Habrá movilizaciones en Córdoba, Rosario y frente al Congreso. El viernes se reúne la central y anunciará los pasos a seguir. Se suman las voces que piden un paro nacional.
Mientras la conducción de la CGT discute si modifica la táctica dialoguista (hasta ahora infructuosa) frente a la reforma laboral, crecen los gremios que se pronuncian en contra del proyecto e impulsan medidas de fuerza. El jueves un grupo marchará a Córdoba, las CTA anunciaron un paro nacional para el día que se trate en el Congreso e industriales llaman a movilizarse para frenarla.
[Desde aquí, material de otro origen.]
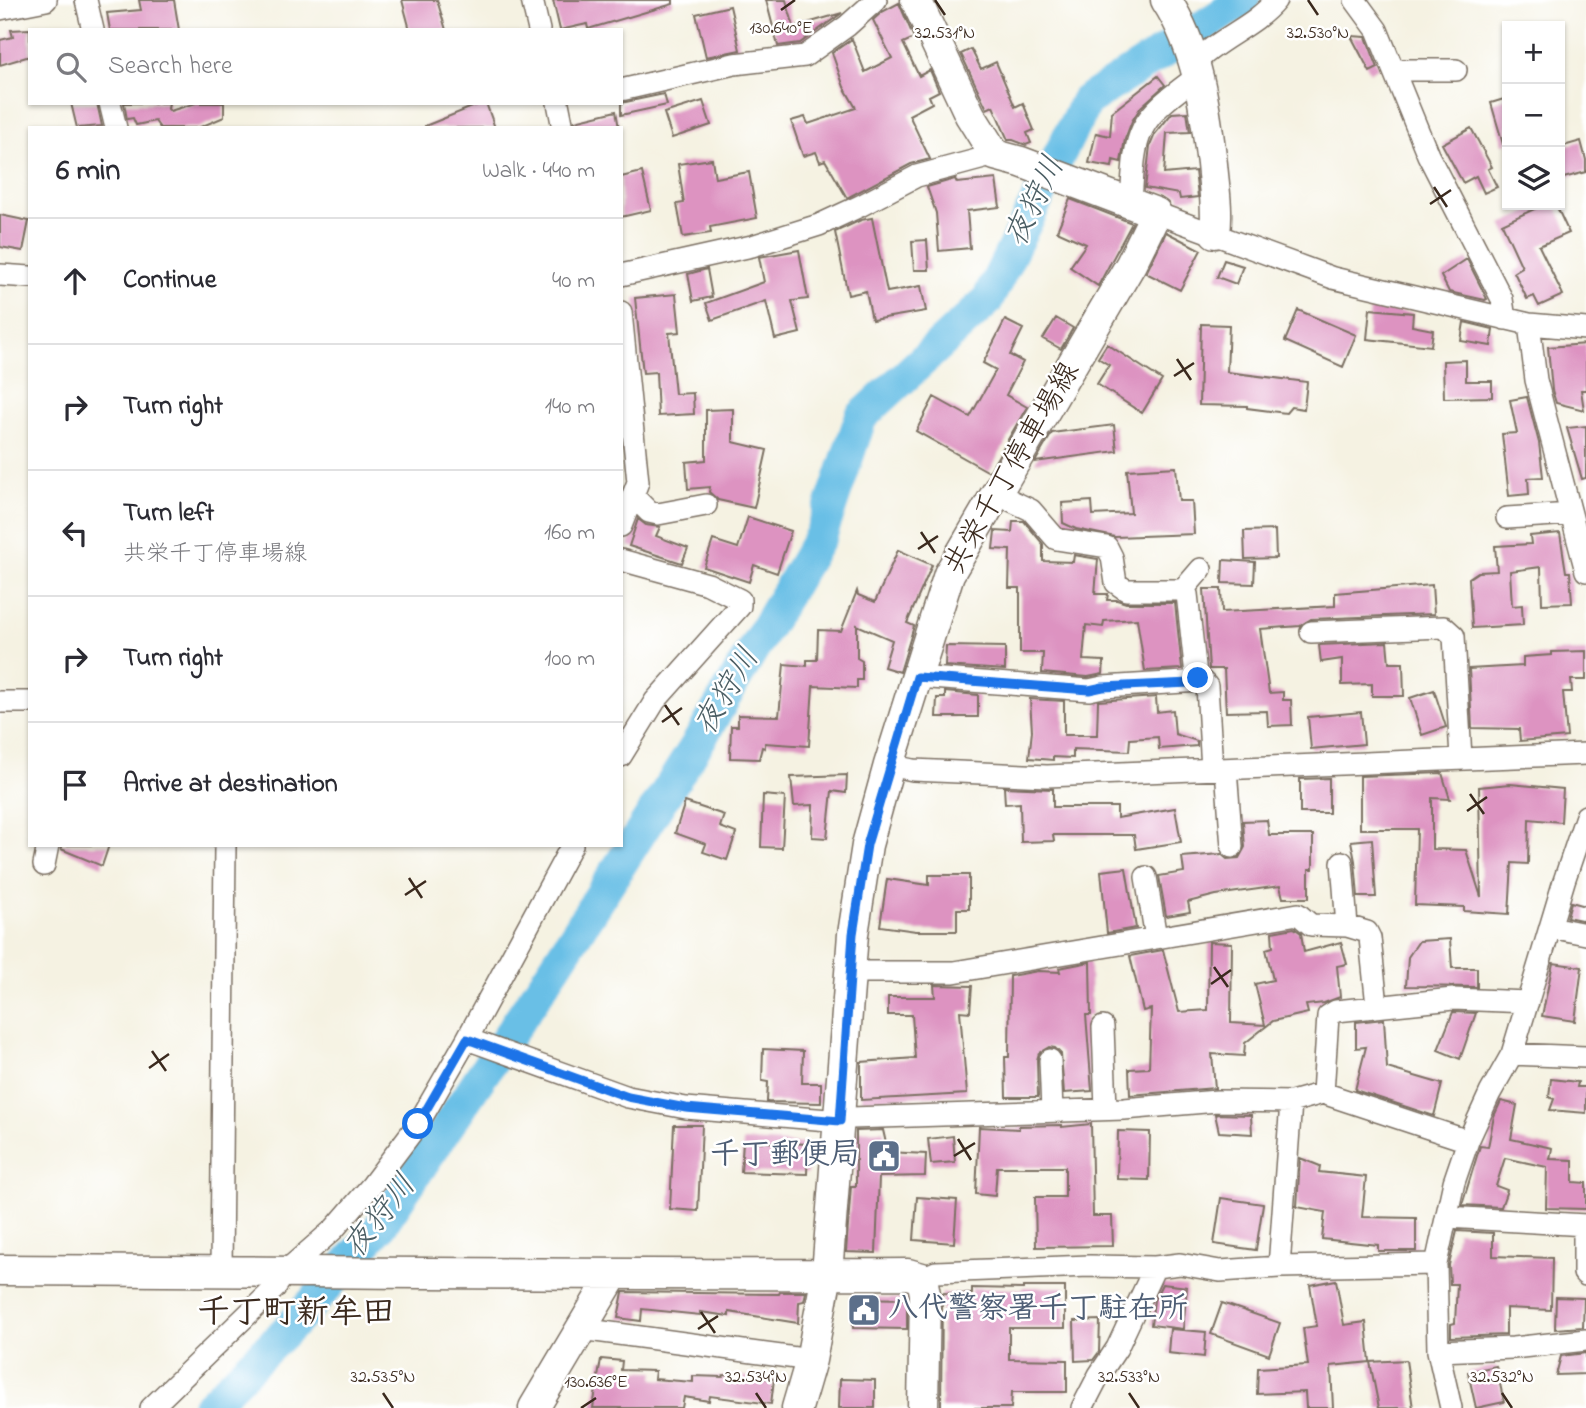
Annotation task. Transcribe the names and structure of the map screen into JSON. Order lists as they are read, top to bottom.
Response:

El viernes se reúne la CGT y varios gremios llevarán la propuesta de movilización y huelga general.
Sin expectativas con la estrategia dialoguista, gremios dentro y fuera de la CGT comenzaron a impulsar y convocar medidas de fuerza. Un líder de un importante gremio dentro de la central reunió a sus secretarios nacionales y deslizó la posibilidad de un paro nacional, según confió a Ámbito uno de los participantes del encuentro. ¿Se anunciará el viernes? Habrá que esperar. Este dirigente señaló: «Se debe estar en las calles». Otro gremio importante, la UOM, ya adelantó que llevará esa posición al plenario.
Lo concreto es que el panorama es negativo para la CGT. Apostaron a una estrategia del diálogo con los gobernadores no pintados de violeta para frenar la reforma laboral o, al menos, morigerar los artículos más polémicos para los trabajadores. Pasó enero y no lograron siquiera una foto con algún mandatarios provincial.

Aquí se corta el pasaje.